Três a zero para a realidade.


As manifestações das esquerdas em São Paulo e outros estados, ocorreram em clima de apreensão, mas sem conflitos, pirocas ou chifres. Em muitas manifestações houve doação de alimentos do MST; em São Paulo a manifestação das esquerdas e progressistas recolheu duas toneladas de alimentos para doação.

Quatro a zero para a realidade.


Em cada casa de empregados informais e de desempregados apaga-se a luz para poder pagá-la no final do mês. Mulheres colhem restos de feiras. No Brasil, come-se menos ou não se come nada.

Cinco a zero para a realidade.


Hoje, quarta-feira, parte dos 125 mil estarão em seus estados, cansados pelo sacolejo dos ônibus, com sensação de que nada aconteceu.

Seis a zero para a realidade.


O Zé Trovão, caminhoneiro foragido, provavelmente será preso. Os cantores sertanejos nem cantaram na festa. O deputado Lira estava em seu estado. Houve muita folia em Brasília. Vi um vídeo com um dos filhos do presidente tentando entrar no congresso. A polícia jogou gás no grupo. Muitos caíram e, chateados, chamaram o acontecimento de ditadura.

Sete a zero para a realidade.


Os ruralistas voltaram para suas fazendas de soja e bois. Tiveram um mês corrido. Nesse período um prefeito do Rio Grande do Sul, Cerro Grande do Sul, do PSL, foi preso dia 26 de agosto com R$ 505 mil em caixas de papelão no Aeroporto de Congonhas para Brasília. A CPI da Covid foi informada que era grana para os atos de 7 de setembro. Enquanto o presidente discursava no dia 7 de setembro, foram detidos no aeroporto de Brasília o empresário Jason Miller, assessor direto de Trump, e seu colega que vieram para o Brasil em uma conferência de extrema-direita. A notícia está no Jornal Metrópoles e revista Valor. Miller é fundador da plataforma Gettr que deu a Trump espaço para as fake news e ataques à democracia. Miller foi detido pela Polícia Federal em Brasília quando os dois visitantes do presidente, no dia 7/9, estavam quase embarcando em um jatinho de volta aos EUA. Por decisão do ministro Alexandre de Moraes, do STF, Jason Miller teve de prestar depoimento ao inquérito 4.874, que investiga a organização de atos antidemocráticos no país.
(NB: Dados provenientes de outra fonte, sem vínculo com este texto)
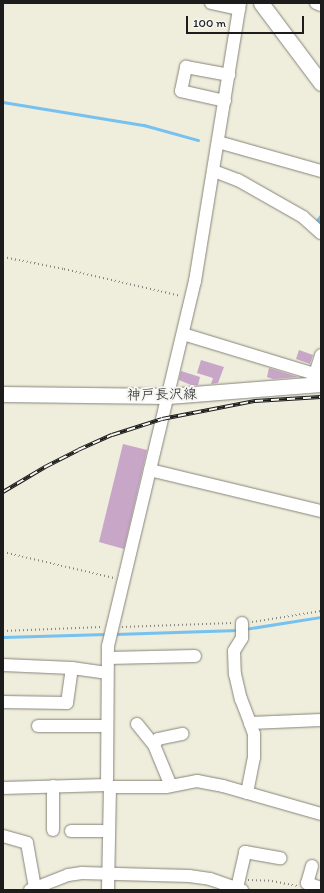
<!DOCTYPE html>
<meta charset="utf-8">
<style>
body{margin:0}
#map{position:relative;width:324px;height:893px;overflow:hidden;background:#efeddb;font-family:Itim,"Klee One",sans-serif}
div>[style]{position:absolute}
.stream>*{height:2.5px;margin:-1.25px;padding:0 1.25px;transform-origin:1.25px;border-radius:1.25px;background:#76c1ef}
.building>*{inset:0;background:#c7a6c8}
.path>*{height:1.5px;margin-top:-0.75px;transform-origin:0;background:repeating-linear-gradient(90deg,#86847c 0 1px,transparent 0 4px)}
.roads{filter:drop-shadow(0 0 1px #86847c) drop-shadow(0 0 1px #86847c)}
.minor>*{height:12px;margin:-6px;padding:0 6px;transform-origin:6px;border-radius:6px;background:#fff}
.major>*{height:15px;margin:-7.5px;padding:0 7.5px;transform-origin:7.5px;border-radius:7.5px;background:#fff}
.rail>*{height:4px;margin-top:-2px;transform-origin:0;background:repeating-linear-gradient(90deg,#f6f6f2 0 8px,#1c1c1c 0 16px);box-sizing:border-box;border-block:1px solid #1c1c1c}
span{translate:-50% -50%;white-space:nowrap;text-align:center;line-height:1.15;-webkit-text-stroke:4px #f6f6f2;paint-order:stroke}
.street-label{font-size:14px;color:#1c1c1c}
.frame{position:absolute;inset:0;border:4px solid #1c1c1c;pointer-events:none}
.scale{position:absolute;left:186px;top:16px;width:118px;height:18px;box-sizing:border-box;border:2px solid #1c1c1c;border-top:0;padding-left:5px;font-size:12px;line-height:14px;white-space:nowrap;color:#1c1c1c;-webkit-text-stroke:3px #f6f6f2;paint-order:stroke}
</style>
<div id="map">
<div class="stream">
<i style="left:3px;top:102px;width:143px;rotate:9.3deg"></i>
<i style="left:144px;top:125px;width:56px;rotate:15.5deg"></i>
<i style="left:321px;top:216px;width:5px;rotate:127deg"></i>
<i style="left:318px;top:220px;width:6px;rotate:59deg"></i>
<i style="left:245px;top:629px;width:77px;rotate:-9deg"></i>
<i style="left:115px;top:634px;width:123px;rotate:-1.9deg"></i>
<i style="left:3px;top:637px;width:103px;rotate:-1.7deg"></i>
</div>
<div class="building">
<i style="clip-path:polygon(299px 350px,313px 355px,310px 364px,296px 359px)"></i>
<i style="clip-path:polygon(201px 360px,224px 367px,218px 383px,211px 384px,213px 378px,197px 373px)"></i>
<i style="clip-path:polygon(269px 368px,298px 377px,273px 379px,267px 377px)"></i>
<i style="clip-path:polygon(181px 371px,200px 377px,198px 385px,191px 385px,179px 380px)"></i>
<i style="clip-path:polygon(123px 444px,147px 450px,124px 549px,99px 542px)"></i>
</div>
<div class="path">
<i style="left:3px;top:257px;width:62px;rotate:11.1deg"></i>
<i style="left:64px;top:269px;width:120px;rotate:13deg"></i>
<i style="left:3px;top:552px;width:114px;rotate:13.2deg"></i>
<i style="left:252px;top:622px;width:70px;rotate:-9.1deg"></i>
<i style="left:122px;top:627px;width:110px;rotate:-2.1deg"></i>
<i style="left:3px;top:631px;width:99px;rotate:-2.3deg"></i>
<i style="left:248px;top:880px;width:24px;rotate:2deg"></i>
<i style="left:272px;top:881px;width:26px;rotate:11deg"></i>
</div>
<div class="roads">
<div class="minor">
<i style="left:211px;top:3px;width:29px;rotate:12deg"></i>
<i style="left:316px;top:3px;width:5px;rotate:22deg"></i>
<i style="left:225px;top:101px;width:45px;rotate:-167.2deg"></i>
<i style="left:181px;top:91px;width:25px;rotate:-78deg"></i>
<i style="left:186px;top:67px;width:44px;rotate:10.5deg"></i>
<i style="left:218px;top:142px;width:107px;rotate:15.7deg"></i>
<i style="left:214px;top:171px;width:26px;rotate:21deg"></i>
<i style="left:238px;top:180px;width:75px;rotate:29.6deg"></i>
<i style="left:303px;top:217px;width:24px;rotate:42deg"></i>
<i style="left:183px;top:334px;width:138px;rotate:16.9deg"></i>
<i style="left:315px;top:374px;width:11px;rotate:100deg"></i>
<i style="left:315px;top:374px;width:20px;rotate:-72deg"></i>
<i style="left:150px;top:470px;width:176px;rotate:13.5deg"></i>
<i style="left:242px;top:623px;width:15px;rotate:90deg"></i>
<i style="left:242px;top:638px;width:15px;rotate:122deg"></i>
<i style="left:234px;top:651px;width:23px;rotate:88deg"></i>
<i style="left:235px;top:674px;width:26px;rotate:77deg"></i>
<i style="left:241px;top:699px;width:26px;rotate:69deg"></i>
<i style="left:108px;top:658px;width:87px;rotate:-1.3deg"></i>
<i style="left:3px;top:665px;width:69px;rotate:2.5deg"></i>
<i style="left:72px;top:668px;width:35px;rotate:8deg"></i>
<i style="left:3px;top:702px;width:64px;rotate:0.9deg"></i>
<i style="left:67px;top:703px;width:35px;rotate:-82deg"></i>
<i style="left:137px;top:724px;width:27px;rotate:51deg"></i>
<i style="left:154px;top:745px;width:44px;rotate:67.5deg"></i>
<i style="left:38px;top:726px;width:68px"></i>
<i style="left:154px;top:745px;width:7px;rotate:-56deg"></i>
<i style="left:158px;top:739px;width:25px;rotate:-12deg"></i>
<i style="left:107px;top:785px;width:139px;rotate:-89.6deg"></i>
<i style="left:108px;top:646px;width:375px;rotate:-76.6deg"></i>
<i style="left:195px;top:281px;width:282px;rotate:-80.8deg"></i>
<i style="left:3px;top:788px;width:104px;rotate:-1.7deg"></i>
<i style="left:107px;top:785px;width:4px;rotate:34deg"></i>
<i style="left:110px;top:787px;width:56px"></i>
<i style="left:166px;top:787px;width:32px;rotate:-11deg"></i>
<i style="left:197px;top:781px;width:26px;rotate:11deg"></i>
<i style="left:223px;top:786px;width:102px;rotate:15.9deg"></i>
<i style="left:247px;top:793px;width:36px;rotate:-79deg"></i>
<i style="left:254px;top:758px;width:24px;rotate:-90deg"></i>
<i style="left:254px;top:734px;width:12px;rotate:-110deg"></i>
<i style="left:250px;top:723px;width:71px;rotate:-2.4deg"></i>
<i style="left:53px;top:830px;width:44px;rotate:-90deg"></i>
<i style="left:71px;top:831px;width:38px"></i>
<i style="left:3px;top:836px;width:25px;rotate:16deg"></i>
<i style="left:27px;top:843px;width:46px;rotate:79.9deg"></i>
<i style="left:312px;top:866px;width:18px;rotate:106deg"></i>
<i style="left:307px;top:883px;width:15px;rotate:20deg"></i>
<i style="left:237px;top:888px;width:37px;rotate:-77deg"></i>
<i style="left:245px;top:852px;width:36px;rotate:10deg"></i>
<i style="left:30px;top:890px;width:41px;rotate:-21.5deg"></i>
<i style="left:68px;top:875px;width:14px;rotate:-8deg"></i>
<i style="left:82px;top:873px;width:107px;rotate:1.6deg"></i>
<i style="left:189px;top:876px;width:21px;rotate:8deg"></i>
<i style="left:210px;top:879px;width:34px;rotate:19deg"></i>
<i style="left:108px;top:890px;width:103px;rotate:-88.9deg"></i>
</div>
<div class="major">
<i style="left:261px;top:3px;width:100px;rotate:53.1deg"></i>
<i style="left:3px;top:394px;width:165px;rotate:0.7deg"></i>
<i style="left:168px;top:396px;width:153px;rotate:-4.5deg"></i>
</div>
</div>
<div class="rail">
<i style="left:3px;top:492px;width:49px;rotate:-30.8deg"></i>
<i style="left:45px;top:467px;width:37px;rotate:-27deg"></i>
<i style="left:78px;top:450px;width:37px;rotate:-24deg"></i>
<i style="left:112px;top:435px;width:52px;rotate:-17.7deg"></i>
<i style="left:162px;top:419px;width:95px;rotate:-11deg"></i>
<i style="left:255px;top:401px;width:66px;rotate:-3.5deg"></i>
</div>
<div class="street-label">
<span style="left:162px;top:395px;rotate:-1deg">神戸長沢線</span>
</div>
<div class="frame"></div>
<div class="scale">100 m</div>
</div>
Oito a zero para a realidade.


As elites da Fiesp nem apareceram na Avenida Paulista no dia 7 de setembro. Covardes, como sempre, estão se equilibrando em arame farpado. Os deputados aliados ficaram em suas casas com a TV desligada.

Nove a zero para a realidade.


Por fim, hoje quando escrevo esta coluna, quarta-feira, parecida com quarta dia de cinzas, a imprensa hegemônica debate se é ou não necessário o impedimento do presidente. Cara de quarta-feira de cinzas. O presidente talvez esteja dividido entre várias realidades, mas a realidade social de 7 de setembro, foi uma só, os esforços golpistas, sonho criado por alguns antidemocratas, não "flopou".

DEZ A ZERO PARA A REALIDADE.

*Professora aposentada da Universidade Estadual de Maringá. Com doutorado em Psicologia, mestrado em educação e graduação em Biologia, diletante em Literatura, uma ornitorrinco, tem a sorte de continuar a ser integrante do Grupo de pesquisa Science Studies CNPq-UEM, na mesma universidade, grupo interdisciplinar de pessoas da filosofia, pedagogia, biologia, física, psicologia entre outras áreas. Sindicalistas nos períodos necessários, teve a honra de participar com colegas de duas grandes greves, a de setembro de 2001 a março de 2002, e a de abril-maio de 2015, as duas contra privatização das universidades públicas do Paraná e a última, também contra a reforma da previdência, além, é claro, de lutar da dignidade salarial.